Al identificar un problema o necesidad no satisfecha, una persona u organización puede utilizar la innovación para aplicar sus capacidades creativas y diseñar una solución adecuada que aporte valor. Por lo tanto, la innovación siempre implica creatividad, pero la creatividad no siempre implica innovación.
EL ROL DE LA EDUCACIÓN EN EL DESARROLLO DE LA CREATIVIDAD
La educación es el aspecto más potenciador de la creatividad y la innovación, o debería serlo. Para lograrlo, debemos fomentar que los estudiantes refuercen su voluntad de cuestionar el conocimiento existente. Johnson – Laird, psicólogo de la Universidad de Princeton, explica que “la creatividad representa un equilibrio entre el conocimiento y liberarse de ese conocimiento”.

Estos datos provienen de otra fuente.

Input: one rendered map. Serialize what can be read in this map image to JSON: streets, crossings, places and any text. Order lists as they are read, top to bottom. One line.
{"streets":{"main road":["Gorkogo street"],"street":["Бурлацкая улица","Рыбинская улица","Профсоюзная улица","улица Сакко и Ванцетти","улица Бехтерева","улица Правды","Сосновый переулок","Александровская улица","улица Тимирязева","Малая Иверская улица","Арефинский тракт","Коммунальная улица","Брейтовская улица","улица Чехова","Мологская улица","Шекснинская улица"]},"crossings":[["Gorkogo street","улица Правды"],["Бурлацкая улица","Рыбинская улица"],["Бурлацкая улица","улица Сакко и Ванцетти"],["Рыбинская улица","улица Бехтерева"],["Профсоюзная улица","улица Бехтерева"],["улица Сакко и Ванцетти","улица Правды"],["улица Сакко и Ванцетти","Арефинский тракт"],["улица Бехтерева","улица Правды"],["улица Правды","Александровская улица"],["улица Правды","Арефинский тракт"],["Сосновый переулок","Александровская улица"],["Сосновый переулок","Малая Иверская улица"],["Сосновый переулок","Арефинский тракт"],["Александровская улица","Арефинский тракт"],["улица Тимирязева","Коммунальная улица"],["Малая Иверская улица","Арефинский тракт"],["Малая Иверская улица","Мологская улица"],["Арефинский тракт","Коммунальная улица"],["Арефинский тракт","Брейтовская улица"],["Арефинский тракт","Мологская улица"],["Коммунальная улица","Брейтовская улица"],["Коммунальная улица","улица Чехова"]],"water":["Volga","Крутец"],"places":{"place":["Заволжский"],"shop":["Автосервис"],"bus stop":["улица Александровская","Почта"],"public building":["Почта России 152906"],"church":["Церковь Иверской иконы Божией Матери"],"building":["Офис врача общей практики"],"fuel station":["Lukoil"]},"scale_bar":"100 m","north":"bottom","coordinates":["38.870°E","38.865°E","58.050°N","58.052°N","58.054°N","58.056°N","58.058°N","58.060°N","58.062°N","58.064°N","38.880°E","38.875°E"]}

Así mismo, durante la segunda mitad del siglo pasado, para muchos educadores, surgió la pregunta de ¿cuáles son los procesos cognitivos implícitos en la adquisición de nuevos conocimientos? y ¿cómo se desarrolla la creatividad en los estudiantes?. Para dar respuesta a estas interrogantes, surgió la Taxonomía de Bloom (1956). Una herramienta cuya clasificación de objetivos educativos está basada en la naturaleza del proceso cognitivo.
La jerarquía se estableció en forma de pirámide, donde la parte de abajo muestra los procesos menos complejos y hasta arriba los más complejos. La clave es desarrollar todos y cada uno de los objetivos para que el estudiante logre trascender más allá de las etapas de escuchar, memorizar y comprender el conocimiento, y finalmente pueda crear nuevos conocimientos que le aporten mayor conciencia de su propio aprendizaje.
También existen hábitos de aprendizaje que afectan la disposición y motivación personal del alumno por ser creativo, como la resiliencia, el hecho de no tener miedo a cometer errores y la capacidad de suspender el juicio mientras se generan las ideas, evitando la cultura de «solo respuestas correctas» que impide que los estudiantes estén dispuestos a cometer errores, a explorar.
Crear un ambiente creativo, ya sea en las escuelas u organizaciones, resulta muy poderoso. Los ambientes creativos más exitosos comparten algunos comportamientos clave como:
-Valoran y celebran las contribuciones creativas e innovadoras.
-Se centran en la profundidad y amplitud de las tareas (evitan saturarlas)
-Crean oportunidades y tiempo de exploración.
-Desarrollan códigos de comportamiento que valoran y promueven la creatividad.
-Fomentan la toma de riesgos sensatos.
Es importante entender que todas las actividades de pensamiento creativo requieren tiempo y colaboración, en especial en las etapas exploratorias.